SUPPLIED DATA:
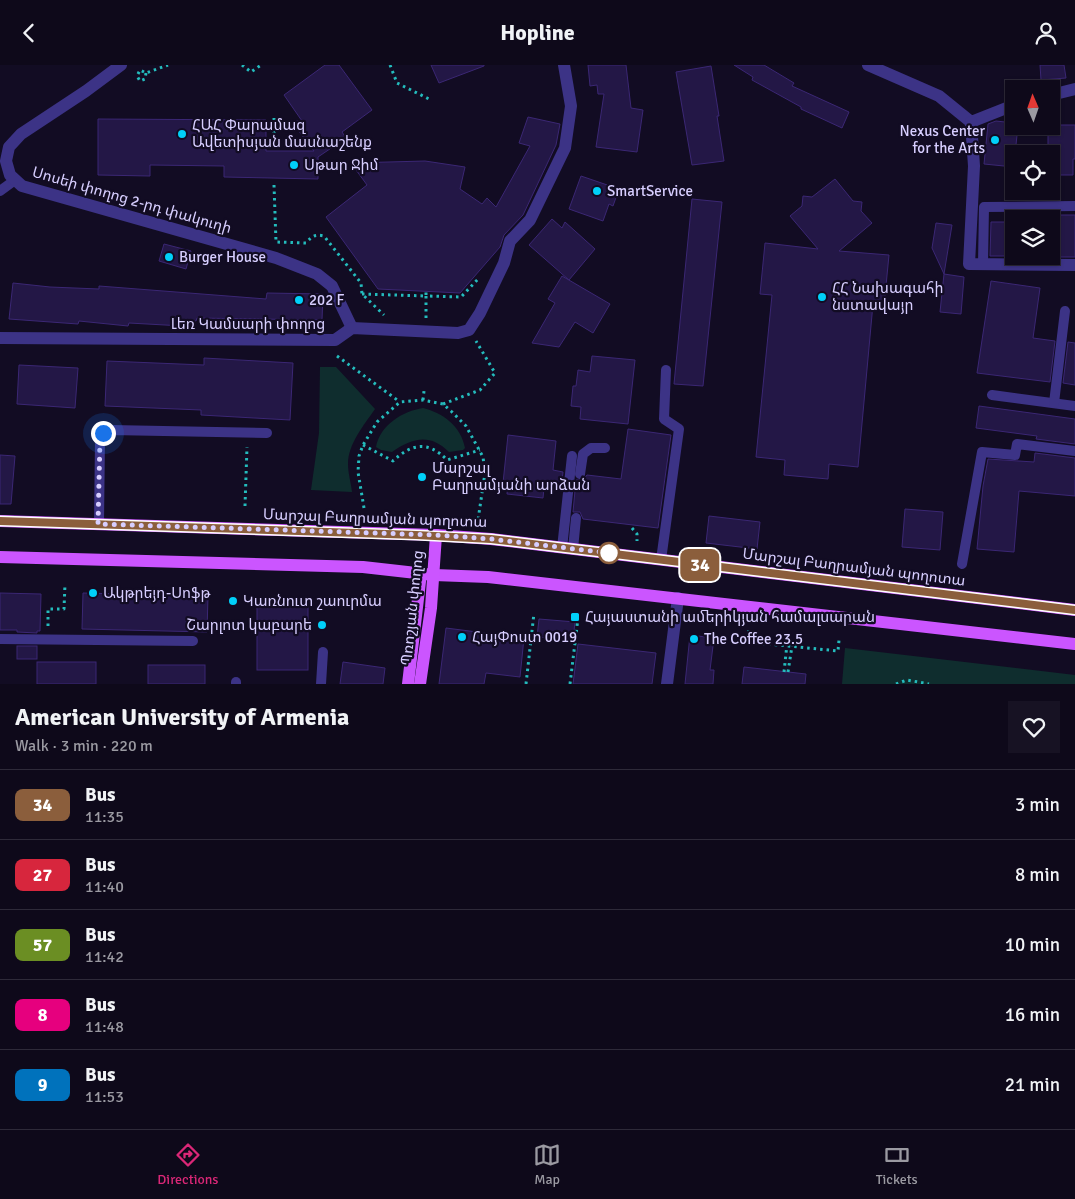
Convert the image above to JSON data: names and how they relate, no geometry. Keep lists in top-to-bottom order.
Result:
{
  "streets": {
    "main road": ["Մարշալ Բաղրամյան պողոտա", "Պռոշյան փողոց"],
    "street": ["Սոսեի փողոց 2-րդ փակուղի", "Լեռ Կամսարի փողոց"]
  },
  "crossings": [
    ["Սոսեի փողոց 2-րդ փակուղի", "Լեռ Կամսարի փողոց"],
    ["Մարշալ Բաղրամյան պողոտա", "Պռոշյան փողոց"]
  ],
  "places": {
    "other": [
      "ՀԱՀ Փարամազ Ավետիսյան մասնաշենք",
      "Nexus Center for the Arts",
      "Սթար Ջիմ",
      "SmartService",
      "Burger House",
      "ՀՀ Նախագահի նստավայր",
      "202 F",
      "Մարշալ Բաղրամյանի արձան",
      "Ակթրեյդ-Սոֆթ",
      "Կառնուտ շաուրմա",
      "Շարլոտ կաբարե",
      "ՀայՓոստ 0019",
      "The Coffee 23.5"
    ],
    "transit": ["Հայաստանի ամերիկյան համալսարան"]
  },
  "lines": ["bus line 34"],
  "north": "top",
  "page": {
    "header": "Hopline",
    "on_map": "34",
    "heading": ["American University of Armenia", "Walk · 3 min · 220 m"],
    "list": [
      {
        "mark": "34",
        "name": "Bus",
        "note": "11:35",
        "value": "3 min"
      },
      {
        "mark": "27",
        "name": "Bus",
        "note": "11:40",
        "value": "8 min"
      },
      {
        "mark": "57",
        "name": "Bus",
        "note": "11:42",
        "value": "10 min"
      },
      {
        "mark": "8",
        "name": "Bus",
        "note": "11:48",
        "value": "16 min"
      },
      {
        "mark": "9",
        "name": "Bus",
        "note": "11:53",
        "value": "21 min"
      }
    ],
    "tabs": ["Directions", "Map", "Tickets"]
  }
}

WORK REQUIRED: The reply must consist of the records, repeated exactly, minus any images.

REPLY TO THE TASK:
Convert the image above to JSON data: names and how they relate, no geometry. Keep lists in top-to-bottom order.
Result:
{
  "streets": {
    "main road": ["Մարշալ Բաղրամյան պողոտա", "Պռոշյան փողոց"],
    "street": ["Սոսեի փողոց 2-րդ փակուղի", "Լեռ Կամսարի փողոց"]
  },
  "crossings": [
    ["Սոսեի փողոց 2-րդ փակուղի", "Լեռ Կամսարի փողոց"],
    ["Մարշալ Բաղրամյան պողոտա", "Պռոշյան փողոց"]
  ],
  "places": {
    "other": [
      "ՀԱՀ Փարամազ Ավետիսյան մասնաշենք",
      "Nexus Center for the Arts",
      "Սթար Ջիմ",
      "SmartService",
      "Burger House",
      "ՀՀ Նախագահի նստավայր",
      "202 F",
      "Մարշալ Բաղրամյանի արձան",
      "Ակթրեյդ-Սոֆթ",
      "Կառնուտ շաուրմա",
      "Շարլոտ կաբարե",
      "ՀայՓոստ 0019",
      "The Coffee 23.5"
    ],
    "transit": ["Հայաստանի ամերիկյան համալսարան"]
  },
  "lines": ["bus line 34"],
  "north": "top",
  "page": {
    "header": "Hopline",
    "on_map": "34",
    "heading": ["American University of Armenia", "Walk · 3 min · 220 m"],
    "list": [
      {
        "mark": "34",
        "name": "Bus",
        "note": "11:35",
        "value": "3 min"
      },
      {
        "mark": "27",
        "name": "Bus",
        "note": "11:40",
        "value": "8 min"
      },
      {
        "mark": "57",
        "name": "Bus",
        "note": "11:42",
        "value": "10 min"
      },
      {
        "mark": "8",
        "name": "Bus",
        "note": "11:48",
        "value": "16 min"
      },
      {
        "mark": "9",
        "name": "Bus",
        "note": "11:53",
        "value": "21 min"
      }
    ],
    "tabs": ["Directions", "Map", "Tickets"]
  }
}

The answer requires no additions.